Which brings me to the slight controversy of swedes. I don’t mean the desire of some to call them rutabaga, I mean that they perhaps do not have the taste consistency of sausages. The swede, for a basic root vegetable, is a difficult proposition and there’s no doubt that it’s if not an acquired taste, a required skill to make it taste good rather than agedly rooty.

It’s definitely cheap- the canonical offering in any teen narrative where home economics suggests food budgeting but it’s not necessarily all that lovable in many of its forms. For a start, there’s the need to hack into it, which requires specialist tools and a strong arm.

When I lived in a bedsit with few kitchen accoutrements I once managed to peel and slice a swede using a butterknife and sheer desperation that this had to somehow to be turned into dinner but I’m pretty confident the physical effects of this act will haunt me in later life. While I’m sure some industrial-strength peelers exist that can face the 3mm thick armour plating of the turnip. Like squashes, the delicate flesh inside is contained by something best addressed with a meat cleaver.

Unlike squashes, said delicate flesh is also a ball of fleshy, fibrous matter that has been packed so densely as to perplex physics.
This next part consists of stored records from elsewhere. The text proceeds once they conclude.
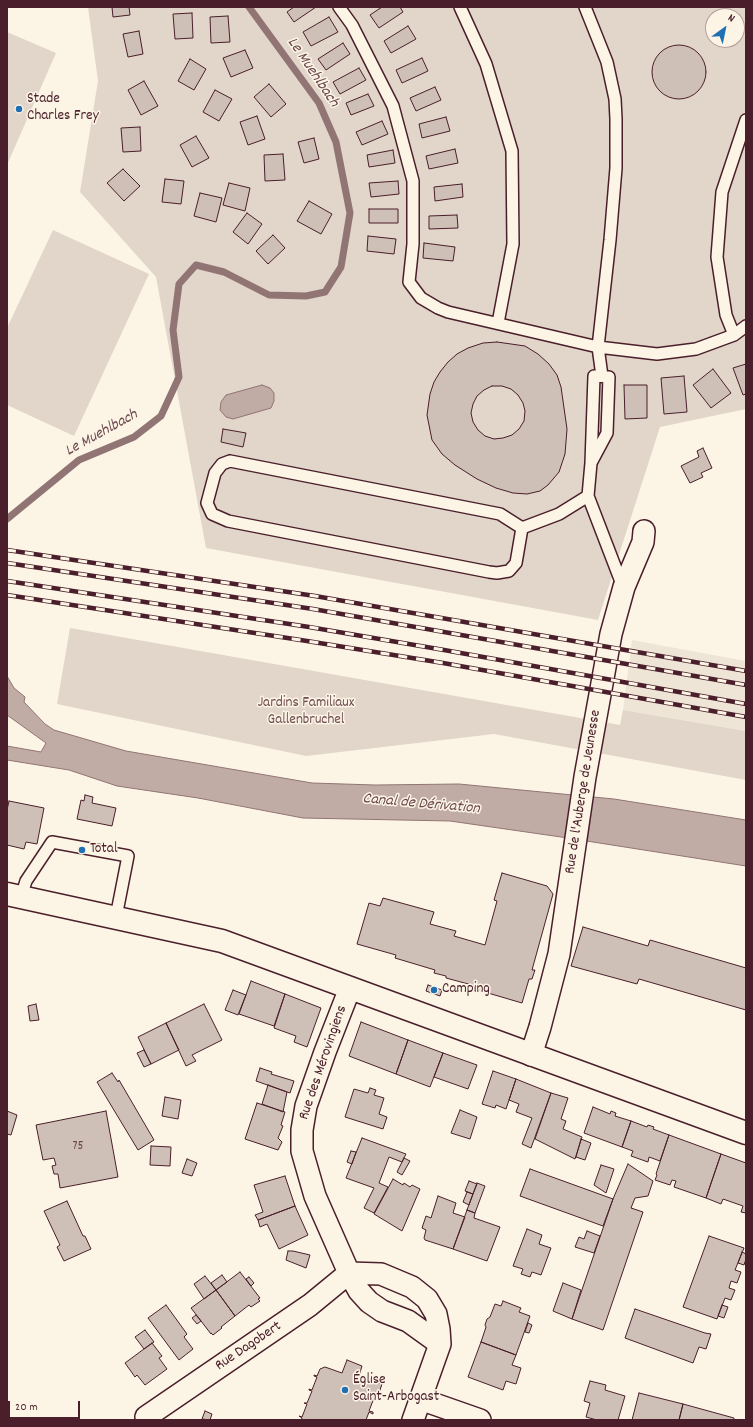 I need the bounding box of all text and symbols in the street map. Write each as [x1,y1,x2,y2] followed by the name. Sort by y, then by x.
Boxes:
[705,8,745,48] north arrow
[724,11,738,27] text: N
[282,35,342,111] water label: Le Muehlbach
[27,91,99,126] place label: Stade Charles Frey
[14,104,24,114] marker: Stade Charles Frey
[62,406,142,462] water label: Le Muehlbach
[258,695,354,730] park label: Jardins Familiaux Gallenbruchel
[562,709,606,875] street label: Rue de l'Auberge de Jeunesse
[362,790,480,820] water label: Canal de Dérivation
[90,841,117,859] place label: Total
[77,845,87,855] marker: Total
[442,981,490,999] place label: Camping
[429,985,439,995] marker: Camping
[296,1003,352,1123] street label: Rue des Mérovingiens
[73,1139,83,1155] house number: 75
[212,1318,286,1376] street label: Rue Dagobert
[353,1372,439,1407] place label: Église Saint-Arbogast
[340,1385,350,1395] marker: Église Saint-Arbogast
[10,1393,82,1419] scale bar
[15,1399,38,1416] text: 20 m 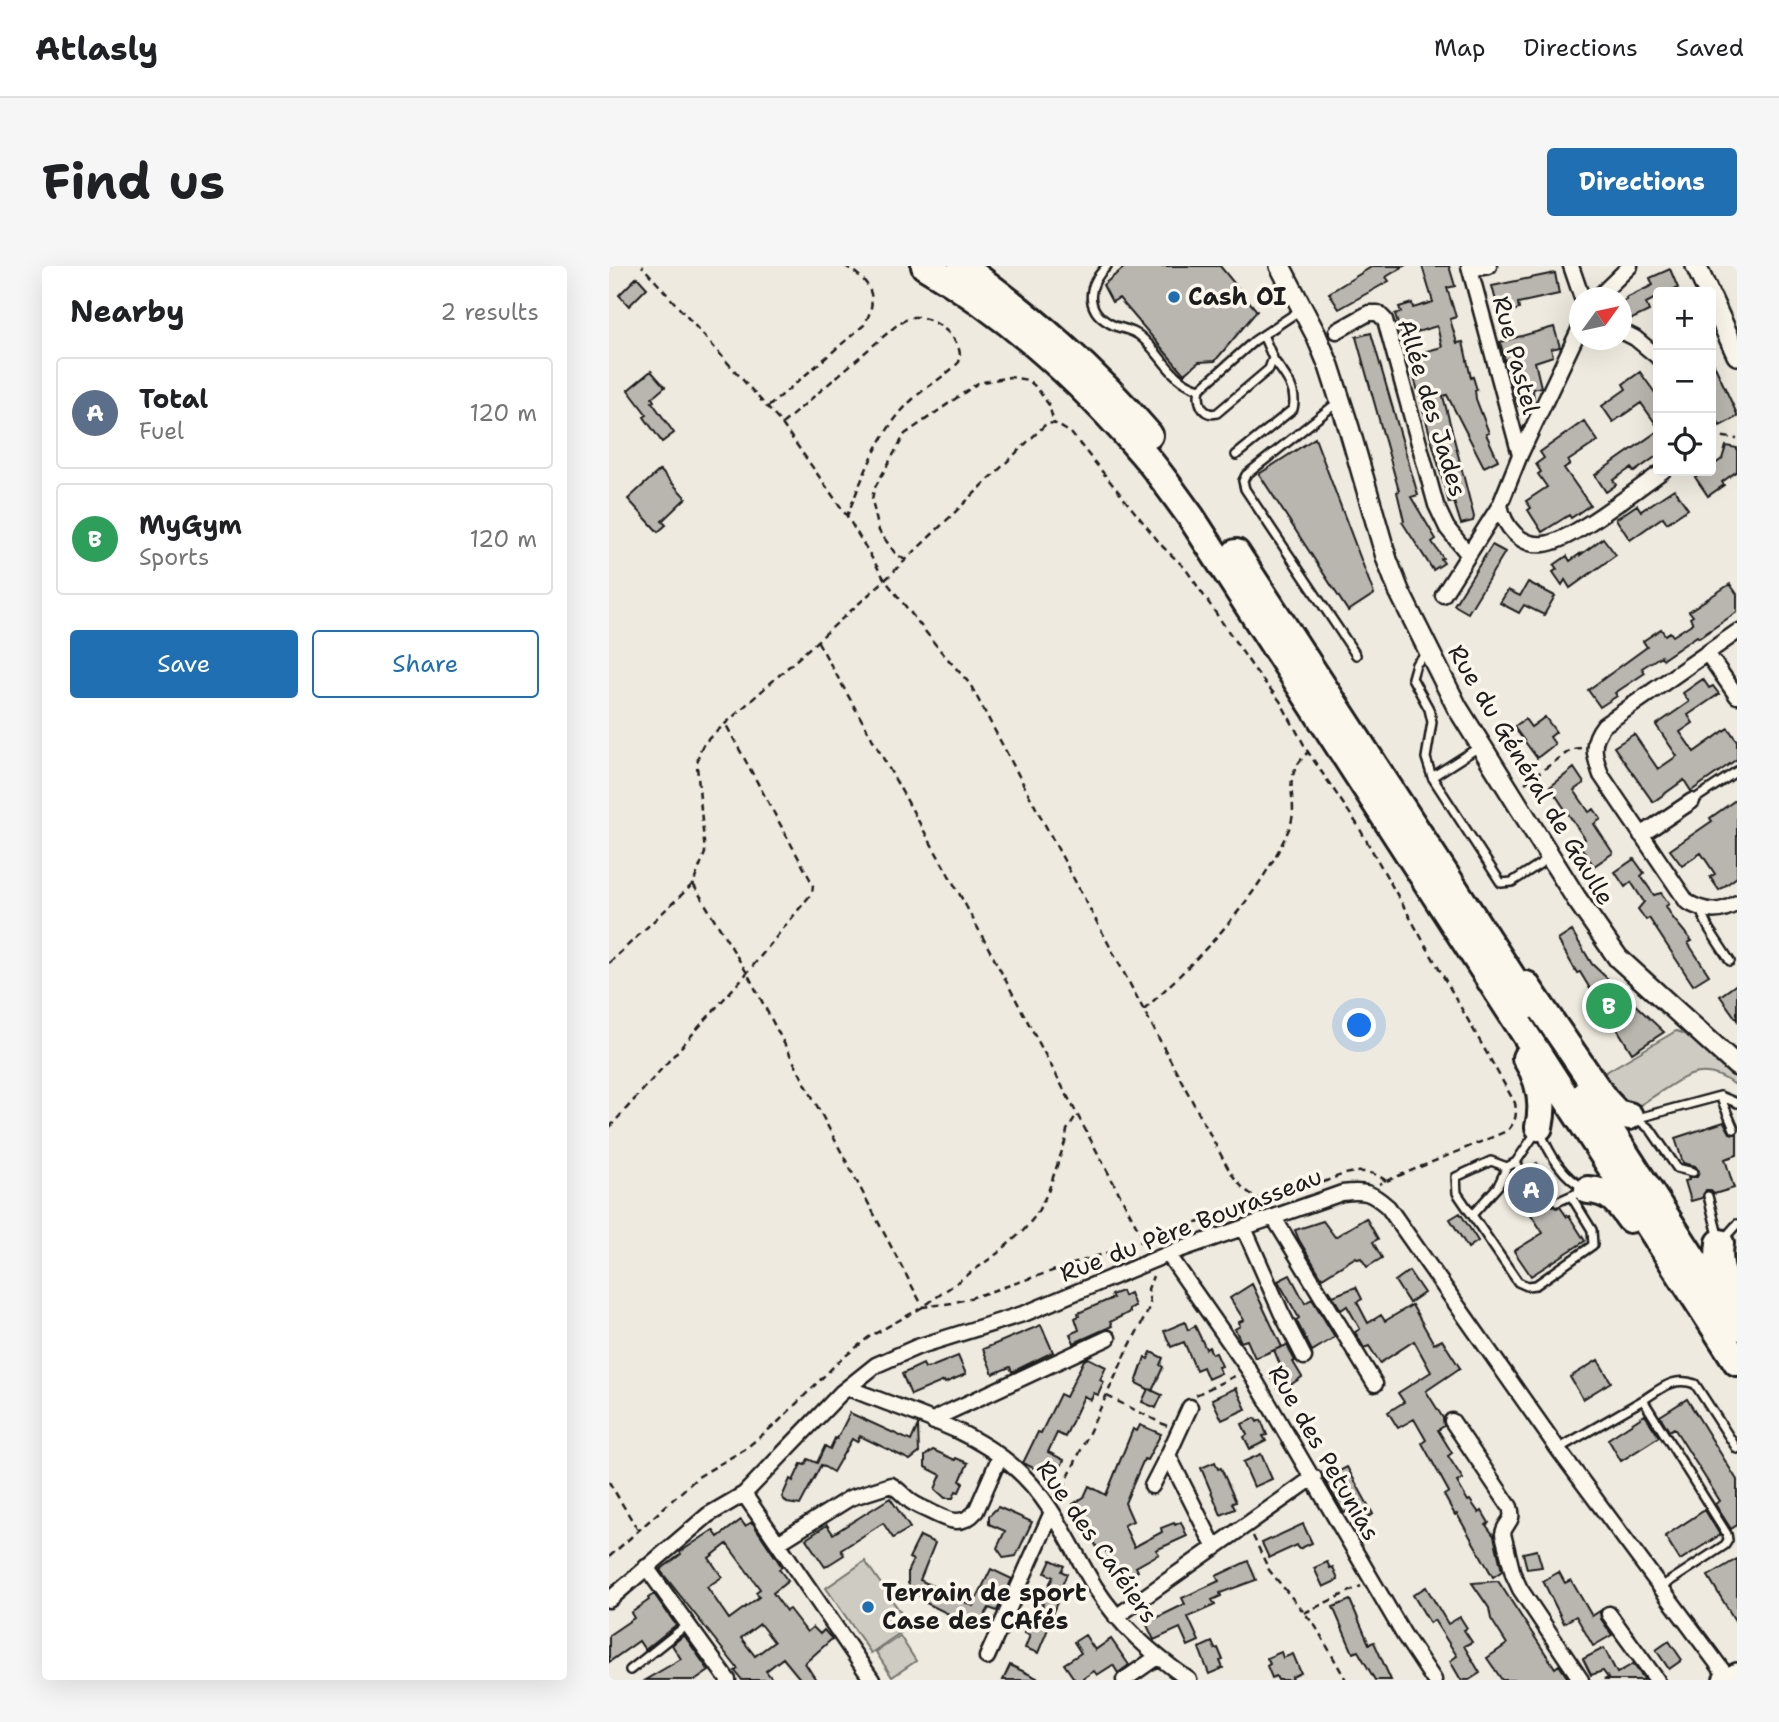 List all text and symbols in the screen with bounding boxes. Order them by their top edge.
text: Atlasly [35,26,158,71]
text: Map [1434,32,1485,64]
text: Directions [1523,32,1638,64]
text: Saved [1676,32,1744,64]
button: Directions [1547,148,1737,216]
text: Find us [42,149,225,215]
place label: Cash OI [1188,281,1286,313]
north arrow [1569,287,1632,350]
map controls [1653,287,1716,476]
button: + [1653,287,1716,350]
marker: Cash OI [1166,289,1182,305]
text: Nearby [70,291,185,332]
street label: Rue Pastel [1485,292,1547,418]
text: 2 results [440,297,539,327]
street label: Allée des Jades [1390,315,1474,501]
button: − [1653,350,1716,413]
text: Total [139,381,208,416]
text: A [86,398,104,428]
text: 120 m [469,398,537,428]
button: locate [1653,413,1716,476]
text: Fuel [139,416,184,446]
text: MyGym [139,507,242,542]
text: B [88,524,102,554]
text: 120 m [469,524,537,554]
text: Sports [139,542,210,572]
button: Save [70,630,298,698]
button: Share [312,630,539,698]
street label: Rue du Général de Gaulle [1440,639,1622,911]
pin: B [1586,980,1632,1032]
your location [1342,1008,1376,1042]
street label: Rue du Père Bourasseau [1055,1160,1327,1290]
pin: A [1508,1164,1554,1216]
street label: Rue des Petunias [1261,1360,1387,1546]
street label: Rue des Caféiers [1029,1454,1165,1630]
place label: Terrain de sport Case des CAfés [882,1577,1087,1637]
marker: Terrain de sport Case des CAfés [860,1599,876,1615]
After you have smashed, hacked and grunted your way in the worst fact of it is that what you have is, undeniably, swede. Due to the aforementioned density, it needs boiling or roasting for longer than most root veg and realistically requires a parboil before frying. Then again, at least it doesn’t need soaking overnight, then boiling for forty minutes before you can do anything with it.

The best way to get your swede is of course to hang around by the pre-prepared vegetables waiting for bag of it to be reduced to 19p; if you’ve got no time for that though, it’s still worth the sweat and tears to prepare the damn thing to curry it. I think swede might be the only root vegetable that (I suspect) would cook well in a tandoori oven and if you haven’t parboiled some, drained it, thrown it back into the pan with a splosh of fat (oil/ghee/butter/whatever) with some fenugreek seeds, chilli and garlic then you are missing out.

Tangy and tough, it holds its own against even the most overwhelming spices; no point in going easy on it, hammer it into the roasting pan with mace and ginger and throw cayenne all over it. It works as an accomplice to buttery potato mash, which can dilute some of the woody flavour but why try and trick it into things rather than using it?

One of the best things about swede is it can take a lot of fat near it without becoming greasy, which may give you an idea of where this is going. The marriage of delicious sausages and delicious swede is the cheap equivalent of a steaming piece of aged venison; flavoursome and warming no matter how cheaply you’ve had to buy the constituent parts.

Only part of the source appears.